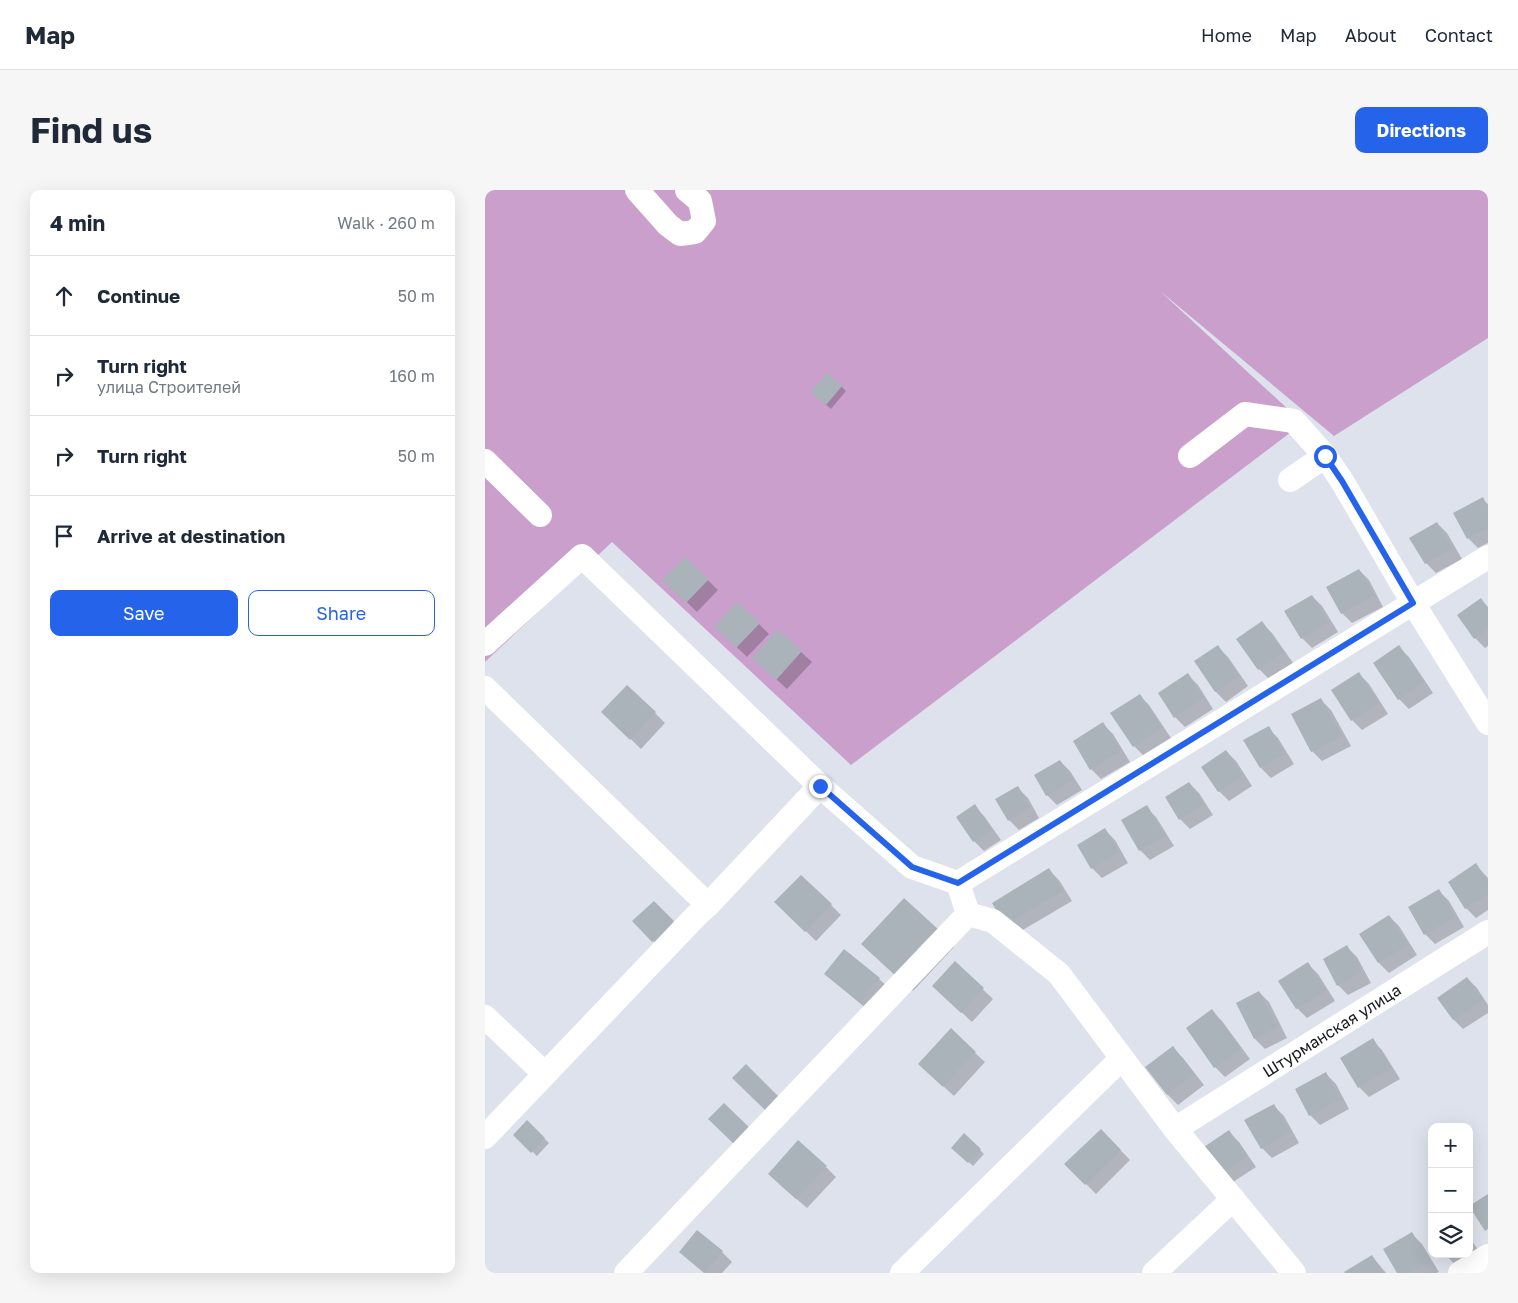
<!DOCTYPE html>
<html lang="en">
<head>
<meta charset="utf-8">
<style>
  body { margin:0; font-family:"Golos Text",sans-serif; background:#f6f6f7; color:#1f2937 }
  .controls { position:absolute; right:15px; bottom:15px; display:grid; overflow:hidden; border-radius:10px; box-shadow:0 5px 20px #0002 }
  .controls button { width:45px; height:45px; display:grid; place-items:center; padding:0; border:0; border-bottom:1px solid #e0e1e3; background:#fff; color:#1f2937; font:25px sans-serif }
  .stop { position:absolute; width:15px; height:15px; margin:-11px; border:4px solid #2563eb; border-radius:50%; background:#fff }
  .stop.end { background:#2563eb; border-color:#fff; box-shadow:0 1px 5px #0008 }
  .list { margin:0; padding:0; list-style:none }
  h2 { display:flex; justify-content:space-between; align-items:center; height:65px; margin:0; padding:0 20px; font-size:21px }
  h2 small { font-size:16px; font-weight:400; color:#747a83 }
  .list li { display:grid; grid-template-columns:32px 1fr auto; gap:15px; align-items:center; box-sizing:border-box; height:80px; padding:0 20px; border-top:1px solid #e0e1e3 }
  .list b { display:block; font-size:19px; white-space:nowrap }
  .list p { margin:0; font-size:16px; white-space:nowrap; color:#747a83 }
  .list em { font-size:16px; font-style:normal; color:#747a83 }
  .actions { display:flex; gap:10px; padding:15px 20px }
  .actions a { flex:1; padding:11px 0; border:1px solid #2563eb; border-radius:10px; text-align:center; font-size:18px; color:#2563eb }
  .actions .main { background:#2563eb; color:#fff }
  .icon { flex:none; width:28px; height:28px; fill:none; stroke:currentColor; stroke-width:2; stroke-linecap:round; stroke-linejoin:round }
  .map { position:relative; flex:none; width:1003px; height:1083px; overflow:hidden; border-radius:10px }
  header { display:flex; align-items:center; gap:30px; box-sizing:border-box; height:70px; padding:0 25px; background:#fff; border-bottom:1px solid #e0e1e3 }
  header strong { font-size:24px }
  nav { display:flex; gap:28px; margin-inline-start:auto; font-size:18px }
  .intro { display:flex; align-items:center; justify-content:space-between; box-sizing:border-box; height:120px; padding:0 30px }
  h1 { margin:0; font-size:35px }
  .button { padding:12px 22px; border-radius:10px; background:#2563eb; color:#fff; font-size:18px; font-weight:700 }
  main { display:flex; gap:30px; padding:0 30px }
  aside { flex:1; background:#fff; border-radius:10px; box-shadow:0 5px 20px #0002 }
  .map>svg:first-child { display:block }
  .green { fill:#ca9fcc }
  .shadow { fill:#0003 }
  .building { fill:#aab3ba }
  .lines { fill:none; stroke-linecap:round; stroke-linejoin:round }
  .minor { stroke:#fff; stroke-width:24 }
  .route { stroke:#2563eb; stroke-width:6 }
  .labels { text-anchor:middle; stroke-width:5; stroke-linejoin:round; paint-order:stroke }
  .street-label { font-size:16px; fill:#17191c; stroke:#fff }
</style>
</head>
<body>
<header>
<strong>Map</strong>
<nav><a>Home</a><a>Map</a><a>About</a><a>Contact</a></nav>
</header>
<div class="intro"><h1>Find us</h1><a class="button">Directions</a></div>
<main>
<aside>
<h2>4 min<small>Walk · 260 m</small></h2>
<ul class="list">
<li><svg class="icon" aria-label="ahead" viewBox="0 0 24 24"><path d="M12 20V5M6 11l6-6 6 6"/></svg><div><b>Continue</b></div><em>50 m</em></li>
<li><svg class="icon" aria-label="right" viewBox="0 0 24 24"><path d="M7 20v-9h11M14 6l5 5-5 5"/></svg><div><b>Turn right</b><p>улица Строителей</p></div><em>160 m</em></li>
<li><svg class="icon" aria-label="right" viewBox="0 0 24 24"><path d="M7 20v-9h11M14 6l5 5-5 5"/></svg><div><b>Turn right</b></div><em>50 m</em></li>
<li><svg class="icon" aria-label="arrive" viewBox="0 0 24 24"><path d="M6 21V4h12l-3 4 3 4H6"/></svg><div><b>Arrive at destination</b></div></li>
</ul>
<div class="actions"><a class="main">Save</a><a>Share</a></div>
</aside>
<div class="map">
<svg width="1003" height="1083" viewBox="0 0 1003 1083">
  <rect width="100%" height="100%" fill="#dee2ec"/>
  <path class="green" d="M0,0H1003V148L849,246L675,101L818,233L366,575L127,352L0,472Z"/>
  <path class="shadow" d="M356,196L361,201L346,219L332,207Z
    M997,309L1003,314V353L993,358L983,348Z
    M952,333L962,343L977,369L951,383L941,373Z
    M200,368L233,400L212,422L189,400Z
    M874,380L884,390L898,417L867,433L857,423L843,397Z
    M827,406L837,416L853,442L827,458L817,448Z
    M996,410L1003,417V456L1000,458L990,448Z
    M777,433L787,443L808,473L784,489L774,479Z
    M274,434L284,444L262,467L240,446Z
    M293,441L327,472L302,499L279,478Z
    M733,457L743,467L763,496L741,512L731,502L711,472Z
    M914,457L924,467L948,503L924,519L914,509Z
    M874,484L884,494L903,524L877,540L867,530Z
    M703,485L713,495L728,519L700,537L690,527Z
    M654,505L664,515L686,548L659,566L649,556Z
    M836,510L846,520L866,556L837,571L827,561Z
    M170,523L180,533L156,559L128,532Z
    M618,534L628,544L645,572L616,589L606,579L589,551Z
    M783,538L793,548L809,574L786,588L776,578L760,551Z
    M741,561L751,571L767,596L744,611L734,601Z
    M575,571L585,581L597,600L572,615L562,605Z
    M704,593L714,603L728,625L705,639L695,629Z
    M533,598L543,608L554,628L534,640L524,630Z
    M489,616L499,626L516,650L499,661L489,651L472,627Z
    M661,617L671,627L689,656L665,670L655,660L638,630Z
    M620,640L630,650L643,673L617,688L607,678Z
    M991,675L1003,688V720L991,728L981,718Z
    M564,680L574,690L587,711L531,744L521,734Z
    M954,701L964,711L979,737L950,754L940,744L925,718Z
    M169,712L198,742L178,761L149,731Z
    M291,712L346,715L356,725L331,751Z
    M904,726L914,736L932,765L904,783L894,773L876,744Z
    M454,742L469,757L428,801L393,769Z
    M862,757L872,767L886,793L863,805L853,795Z
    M470,773L508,809L487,832L459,806Z
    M823,774L833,784L850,811L822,828L812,818Z
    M341,784L394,789L404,798L385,822Z
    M982,788L992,798L1003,815V823L978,839L968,829Z
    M774,802L784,812L802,848L780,859L770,849L752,813Z
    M727,821L737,831L765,869L740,887L730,877Z
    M887,850L897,860L915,889L884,907L874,897Z
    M688,858L698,868L719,895L693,915L683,905L662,877Z
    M490,863L500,872L469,906L445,884Z
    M841,884L851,894L864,919L835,935L825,925Z
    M789,916L799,926L814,953L787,968L777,958Z
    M42,932L64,953L52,966L30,945Z
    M616,940L645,970L611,1004L581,974Z
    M744,942L754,952L771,977L745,994L735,984Z
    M480,945L499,964L488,976L468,957Z
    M341,977L351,987L322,1018L294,994Z
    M947,1036V1044L943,1038Z
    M927,1044L937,1054L954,1082L951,1083H914L900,1059Z
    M984,1047L994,1061L971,1076L960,1064H984Z
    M237,1062L247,1072L237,1083H220L206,1071Z
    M887,1066L901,1083H861V1082Z"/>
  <path class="building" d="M342,183L357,196L341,215L325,202Z
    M998,307L1003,318V338L982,349L968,323Z
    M952,332L967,358L940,374L924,348Z
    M200,367L224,389L201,413L177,390Z
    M874,379L889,406L856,424L841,397Z
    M827,405L843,432L816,449L799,421Z
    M996,408L1003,418V439L989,449L972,425Z
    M252,412L275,433L251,458L229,437Z
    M777,431L799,462L773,480L751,449Z
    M293,439L317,461L291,490L267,468Z
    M733,455L754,486L730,502L709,471Z
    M914,455L939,492L913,510L888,473Z
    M874,482L894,513L866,531L846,500Z
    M703,483L719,508L689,528L673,503Z
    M142,495L171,522L145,550L116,522Z
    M655,504L677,537L648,557L625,523Z
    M836,508L857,546L826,562L806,524Z
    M618,532L636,561L605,580L588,551Z
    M784,536L800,564L775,578L758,550Z
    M741,560L758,585L733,602L716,577Z
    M575,570L588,590L561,606L549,585Z
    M704,592L719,614L694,630L680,607Z
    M533,596L545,617L523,631L510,609Z
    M490,614L507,640L488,652L471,627Z
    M662,615L680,646L654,661L636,630Z
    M620,638L634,662L606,679L592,655Z
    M991,673L1003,692V704L980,719L963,692Z
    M564,678L578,701L520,735L507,713Z
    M316,685L347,714L320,742L289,712Z
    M954,699L970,727L939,745L923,717Z
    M419,708L455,741L412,787L376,754Z
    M169,711L189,731L167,752L147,731Z
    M904,725L923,755L893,773L874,744Z
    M862,755L877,782L852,796L838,769Z
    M359,759L395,788L375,813L339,784Z
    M470,771L499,798L476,823L447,796Z
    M823,772L841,801L811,819L793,791Z
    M982,787L998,810L968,830L952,808Z
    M774,801L793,837L769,849L751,813Z
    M727,819L756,859L729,878L701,838Z
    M466,838L491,862L458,897L433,874Z
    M888,848L906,878L873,898L855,868Z
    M688,856L709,884L682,905L660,877Z
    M261,874L294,907L281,921L247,888Z
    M841,882L855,909L824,926L810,899Z
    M239,913L267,940L251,956L223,929Z
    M789,914L805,942L776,959L759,930Z
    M42,930L60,948L46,963L28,945Z
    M616,939L636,960L600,995L579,974Z
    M744,940L762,966L734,985L716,959Z
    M479,943L496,959L483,973L466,958Z
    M313,950L342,976L311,1009L283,984Z
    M1003,1004V1039L1000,1041L984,1016Z
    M212,1040L238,1061L219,1083L194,1062Z
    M927,1042L945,1071L924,1083H912L898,1059Z
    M887,1065L898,1083H860L859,1082Z"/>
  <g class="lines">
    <g class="minor">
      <path d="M152,0L183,35L195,44L210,42L219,31L215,11L202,0"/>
      <path d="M705,266L760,224L809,231L840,266L857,291L928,413L1003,533"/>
      <path d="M0,271L55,325"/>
      <path d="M805,290L840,266"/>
      <path d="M0,454L97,366L335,596L427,677L473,693L483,724L508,731L574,784L690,939L809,1083"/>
      <path d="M0,498L223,715"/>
      <path d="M473,693L1003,367"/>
      <path d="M0,827L60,884"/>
      <path id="s1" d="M690,939L1003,742"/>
      <path d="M0,947L211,726L223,715L335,596"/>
      <path d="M141,1083L483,724"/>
      <path d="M417,1083L636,869"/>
      <path d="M669,1083L748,1009"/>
      <path d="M975,1083L1003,1066"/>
    </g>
  </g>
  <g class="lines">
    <path class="route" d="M335,596L427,677L473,693L928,413L857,291L840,266"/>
  </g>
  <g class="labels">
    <g class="street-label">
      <text dy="6" stroke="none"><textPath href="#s1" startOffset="185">Штурманская улица</textPath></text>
    </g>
  </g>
</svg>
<div class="controls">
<button>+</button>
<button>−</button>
<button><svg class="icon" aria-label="layers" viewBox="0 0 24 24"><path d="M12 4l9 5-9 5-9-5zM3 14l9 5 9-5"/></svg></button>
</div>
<div class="stop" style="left:840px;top:266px"></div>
<div class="stop end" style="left:335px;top:596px"></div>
</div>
</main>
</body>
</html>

· · · · ·

Task goal:
Filter the entries and keep only the lines holding "white".

Your response:
  .list b { display:block; font-size:19px; white-space:nowrap }
  .list p { margin:0; font-size:16px; white-space:nowrap; color:#747a83 }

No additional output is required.